Closed jgrady-omico closed 7 years ago

jgrady-omico commented 7 years ago

I have a large collection of tumour samples that I'd like to make a reference from. All of the samples have large scale copy number changes in at least one of the chromosomes, and often many, so I can't just take out a few well behaved tumour bams and use them as the reference.

What I would to do is a first pass analysis using CNVkit, identify normal ploidy chromosomes with no structural changes, and then use just those egions from each of the samples to build the reference file.

I'm not sure that CNVkit will be happy building a reference file in this way though - it would have to be built chromosome by chromosome, rather than genome wide. I haven't delved into the code to find out if this would be feasible, but I suspect it's not built to do this.

Do you have any insight on a good way to do this?

etal commented 7 years ago

Yes, CNVkit should tolerate this approach. If you construct each chromosome separately, just concatenate the per-chromosome reference .cnn files to create an all-chromosome reference .cnn at the end. You may see some warnings about the absence of an "X" or "chrX" chromosome, but if you use a complete reference .cnn for downstream processing it should handle the sex chromosomes OK.

Note that when the reference is constructed from a pool of samples, there is some effort to detect and remove outlier datapoints, which can be non-recurrent CNVs in the input samples. You could try building a pooled reference with no extra steps, and plot it to see if the input CNVs had any disruptive effect after this automatic filtering.

jgrady-omico commented 7 years ago

Thanks for the response, that’s encouraging.

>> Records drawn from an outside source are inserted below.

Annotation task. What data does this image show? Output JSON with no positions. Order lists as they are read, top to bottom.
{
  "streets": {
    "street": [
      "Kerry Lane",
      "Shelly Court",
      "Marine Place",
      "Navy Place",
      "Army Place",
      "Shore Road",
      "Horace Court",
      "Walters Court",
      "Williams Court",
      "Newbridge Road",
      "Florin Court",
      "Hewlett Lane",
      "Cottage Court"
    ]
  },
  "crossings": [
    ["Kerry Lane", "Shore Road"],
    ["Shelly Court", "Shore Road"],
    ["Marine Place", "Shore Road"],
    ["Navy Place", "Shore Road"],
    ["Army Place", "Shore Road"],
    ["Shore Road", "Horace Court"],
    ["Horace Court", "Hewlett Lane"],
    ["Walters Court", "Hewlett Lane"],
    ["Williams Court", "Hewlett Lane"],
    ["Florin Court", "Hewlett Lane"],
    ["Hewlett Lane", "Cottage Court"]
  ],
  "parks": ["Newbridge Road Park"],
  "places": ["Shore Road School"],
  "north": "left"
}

The main reason we haven’t used just the raw tumour bams to construct the reference is that we do have a number of frequently recurrent CNVs in key genes, we expect the number of ‘outliers' for some of these is likely to be high enough to cause miscalling for these genes. We’ll certainly try just pooling the tumours in any case and take a look.

If we do construct the reference per-crhomosome, I’m not sure how it will deal with constructing the X chromosome, if we supply ony this and no autosomes. I presume it won’t be able to determine sex? Or perhaps I’ve misunderstood how the sex determination works. My suspicion is that we’ll have to construct the sex chromosomes from a single sex cohort, is that right?

On 30 Jun 2017, at 7:27 am, Eric Talevich notifications@github.com wrote:

Yes, CNVkit should tolerate this approach. If you construct each chromosome separately, just concatenate the per-chromosome reference .cnn files to create an all-chromosome reference .cnn at the end. You may see some warnings about the absence of an "X" or "chrX" chromosome, but if you use a complete reference .cnn for downstream processing it should handle the sex chromosomes OK.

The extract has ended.